Disruption of endogenous miRNA processing blocks neuronal migration (A-C) Dicer^flox/flox Cre-GFP electroporated neurons fail neuronal migration. (D) Co-electroporation with Cre-reporter (DsRed2 expressing). Bar 100 um. (E) Percent GFP+ cells in uCP. Defect only seen for Cre-GFP electroporation into Dicer^flox/flox mice. ***, p < 0.001. n = 4-13 mice in 2 litters for each condition. (F) Following electroporation, VZ and loCP was microdissected at E16.5, cells dissociated, FACS isolated, then miRNAs sequenced. (G) miRNAs with most severely dysregulated levels either reduced (red) or increased (green). The percent representation of each miRNA relative to total miRNAs identified (>20,000 reads).
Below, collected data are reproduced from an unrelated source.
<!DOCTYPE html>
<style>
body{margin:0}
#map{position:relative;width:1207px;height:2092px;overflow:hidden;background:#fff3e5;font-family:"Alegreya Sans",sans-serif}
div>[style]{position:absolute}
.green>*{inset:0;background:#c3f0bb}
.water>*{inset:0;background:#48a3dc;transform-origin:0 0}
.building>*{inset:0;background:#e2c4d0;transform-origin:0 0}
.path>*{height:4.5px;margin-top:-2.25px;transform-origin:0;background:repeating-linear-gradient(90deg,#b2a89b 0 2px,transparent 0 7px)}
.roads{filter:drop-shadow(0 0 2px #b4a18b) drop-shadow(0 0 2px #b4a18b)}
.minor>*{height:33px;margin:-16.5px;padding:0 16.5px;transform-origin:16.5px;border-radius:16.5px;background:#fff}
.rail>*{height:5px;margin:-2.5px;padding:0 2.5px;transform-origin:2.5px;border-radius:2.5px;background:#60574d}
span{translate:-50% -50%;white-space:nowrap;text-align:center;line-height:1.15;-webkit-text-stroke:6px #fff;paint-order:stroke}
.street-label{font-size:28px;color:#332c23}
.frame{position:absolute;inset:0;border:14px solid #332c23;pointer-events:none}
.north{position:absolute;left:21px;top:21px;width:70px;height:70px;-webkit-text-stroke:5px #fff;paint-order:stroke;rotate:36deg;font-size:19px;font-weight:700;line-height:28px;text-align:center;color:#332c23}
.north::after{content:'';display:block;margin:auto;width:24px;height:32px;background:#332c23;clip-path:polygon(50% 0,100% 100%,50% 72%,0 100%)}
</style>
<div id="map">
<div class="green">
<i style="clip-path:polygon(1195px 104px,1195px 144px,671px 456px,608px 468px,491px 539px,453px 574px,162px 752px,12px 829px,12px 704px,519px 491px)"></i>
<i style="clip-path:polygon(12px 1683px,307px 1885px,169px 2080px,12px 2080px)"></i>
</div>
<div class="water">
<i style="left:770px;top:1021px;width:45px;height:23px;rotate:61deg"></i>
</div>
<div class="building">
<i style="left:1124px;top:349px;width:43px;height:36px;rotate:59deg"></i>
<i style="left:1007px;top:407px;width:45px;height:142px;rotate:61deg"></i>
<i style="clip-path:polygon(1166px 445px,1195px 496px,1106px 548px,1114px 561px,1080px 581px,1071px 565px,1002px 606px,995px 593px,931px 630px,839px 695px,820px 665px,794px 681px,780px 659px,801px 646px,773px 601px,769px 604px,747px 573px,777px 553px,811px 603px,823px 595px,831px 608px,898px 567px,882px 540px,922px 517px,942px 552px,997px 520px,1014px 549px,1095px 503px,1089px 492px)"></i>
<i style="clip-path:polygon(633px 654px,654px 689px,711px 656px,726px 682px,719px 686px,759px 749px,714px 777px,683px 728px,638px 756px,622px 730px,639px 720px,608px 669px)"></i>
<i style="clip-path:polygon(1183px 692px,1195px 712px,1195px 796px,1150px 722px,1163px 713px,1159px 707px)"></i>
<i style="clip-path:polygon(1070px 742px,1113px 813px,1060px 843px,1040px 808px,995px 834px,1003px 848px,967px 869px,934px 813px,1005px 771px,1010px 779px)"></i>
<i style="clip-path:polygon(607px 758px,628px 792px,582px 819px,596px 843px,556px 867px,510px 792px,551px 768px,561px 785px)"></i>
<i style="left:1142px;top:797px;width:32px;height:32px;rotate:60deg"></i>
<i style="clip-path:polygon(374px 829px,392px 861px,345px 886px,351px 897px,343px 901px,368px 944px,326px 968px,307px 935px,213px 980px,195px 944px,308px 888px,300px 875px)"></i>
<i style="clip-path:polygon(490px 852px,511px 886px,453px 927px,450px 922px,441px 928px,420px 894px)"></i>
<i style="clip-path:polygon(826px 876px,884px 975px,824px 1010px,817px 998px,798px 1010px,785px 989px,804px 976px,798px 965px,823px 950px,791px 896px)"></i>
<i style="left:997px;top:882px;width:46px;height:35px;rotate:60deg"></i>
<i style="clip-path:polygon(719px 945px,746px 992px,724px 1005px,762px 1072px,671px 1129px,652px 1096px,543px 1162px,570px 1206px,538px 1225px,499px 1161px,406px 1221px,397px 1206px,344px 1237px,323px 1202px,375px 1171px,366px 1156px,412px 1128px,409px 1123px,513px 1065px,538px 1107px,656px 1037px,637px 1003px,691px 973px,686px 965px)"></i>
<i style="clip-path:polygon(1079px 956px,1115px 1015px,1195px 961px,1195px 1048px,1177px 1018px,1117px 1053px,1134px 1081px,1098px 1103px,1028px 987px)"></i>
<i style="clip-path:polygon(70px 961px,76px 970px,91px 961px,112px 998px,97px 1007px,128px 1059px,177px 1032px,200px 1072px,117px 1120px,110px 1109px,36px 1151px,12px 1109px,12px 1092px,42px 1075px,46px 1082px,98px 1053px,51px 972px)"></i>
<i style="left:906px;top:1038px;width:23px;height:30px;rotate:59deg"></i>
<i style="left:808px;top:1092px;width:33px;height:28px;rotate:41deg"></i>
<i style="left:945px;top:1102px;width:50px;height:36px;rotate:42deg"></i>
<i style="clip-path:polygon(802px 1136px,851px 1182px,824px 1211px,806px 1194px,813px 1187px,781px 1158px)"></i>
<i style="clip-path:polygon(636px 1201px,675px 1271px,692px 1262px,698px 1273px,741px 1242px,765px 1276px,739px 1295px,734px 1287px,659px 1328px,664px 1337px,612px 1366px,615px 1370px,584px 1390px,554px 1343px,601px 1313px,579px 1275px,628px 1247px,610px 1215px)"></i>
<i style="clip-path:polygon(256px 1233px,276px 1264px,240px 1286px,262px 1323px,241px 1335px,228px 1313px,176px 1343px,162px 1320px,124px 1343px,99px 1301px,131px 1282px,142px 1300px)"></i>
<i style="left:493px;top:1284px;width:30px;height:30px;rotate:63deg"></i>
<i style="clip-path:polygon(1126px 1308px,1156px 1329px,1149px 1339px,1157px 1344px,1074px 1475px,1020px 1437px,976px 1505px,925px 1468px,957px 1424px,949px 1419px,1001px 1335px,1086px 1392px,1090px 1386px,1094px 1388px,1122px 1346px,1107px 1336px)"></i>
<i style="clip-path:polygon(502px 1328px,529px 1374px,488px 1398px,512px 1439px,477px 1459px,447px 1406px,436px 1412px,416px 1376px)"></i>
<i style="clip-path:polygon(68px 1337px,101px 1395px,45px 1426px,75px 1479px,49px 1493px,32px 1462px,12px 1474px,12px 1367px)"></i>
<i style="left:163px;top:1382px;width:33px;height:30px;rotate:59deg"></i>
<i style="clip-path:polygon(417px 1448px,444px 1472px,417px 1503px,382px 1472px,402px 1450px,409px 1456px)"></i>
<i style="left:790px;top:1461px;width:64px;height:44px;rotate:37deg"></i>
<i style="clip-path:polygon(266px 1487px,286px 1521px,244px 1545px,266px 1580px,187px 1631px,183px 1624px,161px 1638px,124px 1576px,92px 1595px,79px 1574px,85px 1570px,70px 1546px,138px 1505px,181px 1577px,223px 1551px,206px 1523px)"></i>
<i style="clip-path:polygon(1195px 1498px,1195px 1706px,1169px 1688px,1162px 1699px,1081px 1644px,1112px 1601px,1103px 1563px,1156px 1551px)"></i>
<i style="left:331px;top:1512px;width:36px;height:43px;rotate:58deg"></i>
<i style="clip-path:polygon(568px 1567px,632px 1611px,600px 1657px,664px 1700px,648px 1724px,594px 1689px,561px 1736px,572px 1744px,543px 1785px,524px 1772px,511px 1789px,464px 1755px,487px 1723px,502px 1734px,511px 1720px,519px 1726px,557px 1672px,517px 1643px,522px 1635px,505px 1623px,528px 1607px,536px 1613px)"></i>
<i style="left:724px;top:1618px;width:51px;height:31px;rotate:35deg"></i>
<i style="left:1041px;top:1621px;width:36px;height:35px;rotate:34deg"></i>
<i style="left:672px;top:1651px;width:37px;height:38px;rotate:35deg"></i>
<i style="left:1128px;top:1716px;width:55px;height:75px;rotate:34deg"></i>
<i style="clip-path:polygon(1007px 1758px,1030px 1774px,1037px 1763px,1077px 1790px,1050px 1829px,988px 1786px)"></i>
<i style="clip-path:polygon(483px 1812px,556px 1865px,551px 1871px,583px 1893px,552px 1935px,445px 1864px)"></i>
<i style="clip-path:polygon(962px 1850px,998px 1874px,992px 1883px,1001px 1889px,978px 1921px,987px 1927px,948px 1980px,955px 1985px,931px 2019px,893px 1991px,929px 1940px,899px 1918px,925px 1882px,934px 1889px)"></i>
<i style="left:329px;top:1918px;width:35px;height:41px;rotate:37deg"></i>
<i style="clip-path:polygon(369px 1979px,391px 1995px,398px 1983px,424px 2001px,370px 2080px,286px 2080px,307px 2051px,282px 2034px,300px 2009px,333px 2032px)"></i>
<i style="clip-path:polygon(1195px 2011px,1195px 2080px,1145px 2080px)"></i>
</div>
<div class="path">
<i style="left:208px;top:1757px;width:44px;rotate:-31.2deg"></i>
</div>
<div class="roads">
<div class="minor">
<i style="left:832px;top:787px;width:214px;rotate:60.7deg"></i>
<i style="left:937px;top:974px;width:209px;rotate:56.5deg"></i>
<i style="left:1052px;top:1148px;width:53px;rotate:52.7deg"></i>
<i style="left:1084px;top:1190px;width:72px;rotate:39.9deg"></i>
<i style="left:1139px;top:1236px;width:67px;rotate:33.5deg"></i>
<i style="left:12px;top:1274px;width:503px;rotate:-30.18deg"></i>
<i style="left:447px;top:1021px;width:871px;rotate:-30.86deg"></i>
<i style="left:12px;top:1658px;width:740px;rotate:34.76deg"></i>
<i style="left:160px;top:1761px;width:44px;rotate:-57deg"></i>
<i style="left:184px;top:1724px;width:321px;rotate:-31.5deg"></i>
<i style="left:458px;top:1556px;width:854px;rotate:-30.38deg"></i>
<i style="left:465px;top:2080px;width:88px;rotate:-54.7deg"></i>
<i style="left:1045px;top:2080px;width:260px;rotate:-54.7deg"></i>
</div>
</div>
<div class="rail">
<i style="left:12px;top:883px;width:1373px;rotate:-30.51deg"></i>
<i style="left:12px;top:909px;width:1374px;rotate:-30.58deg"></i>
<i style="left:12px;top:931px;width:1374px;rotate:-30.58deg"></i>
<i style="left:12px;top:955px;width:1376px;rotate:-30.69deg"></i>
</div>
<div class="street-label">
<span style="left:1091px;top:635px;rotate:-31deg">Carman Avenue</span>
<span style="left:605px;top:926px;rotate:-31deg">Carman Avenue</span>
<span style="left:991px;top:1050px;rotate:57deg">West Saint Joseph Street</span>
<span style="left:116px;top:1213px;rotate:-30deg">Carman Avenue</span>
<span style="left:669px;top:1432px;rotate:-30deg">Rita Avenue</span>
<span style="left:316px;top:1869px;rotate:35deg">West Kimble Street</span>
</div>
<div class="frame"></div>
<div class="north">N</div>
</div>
Formula to calculate the change (δ) in miRNA. (H-I) WT mice electroporated with GFP alone, Lin28-GFP (to interfere with let-7 family) and combination of miR9*, 181a and Lin28-GFP, showing progressive more severe migration defects. (K) Migration defects of combination electroporations, compared with Dcx shRNA. n = 5-10 mice from each of 1-4 litters for each condition.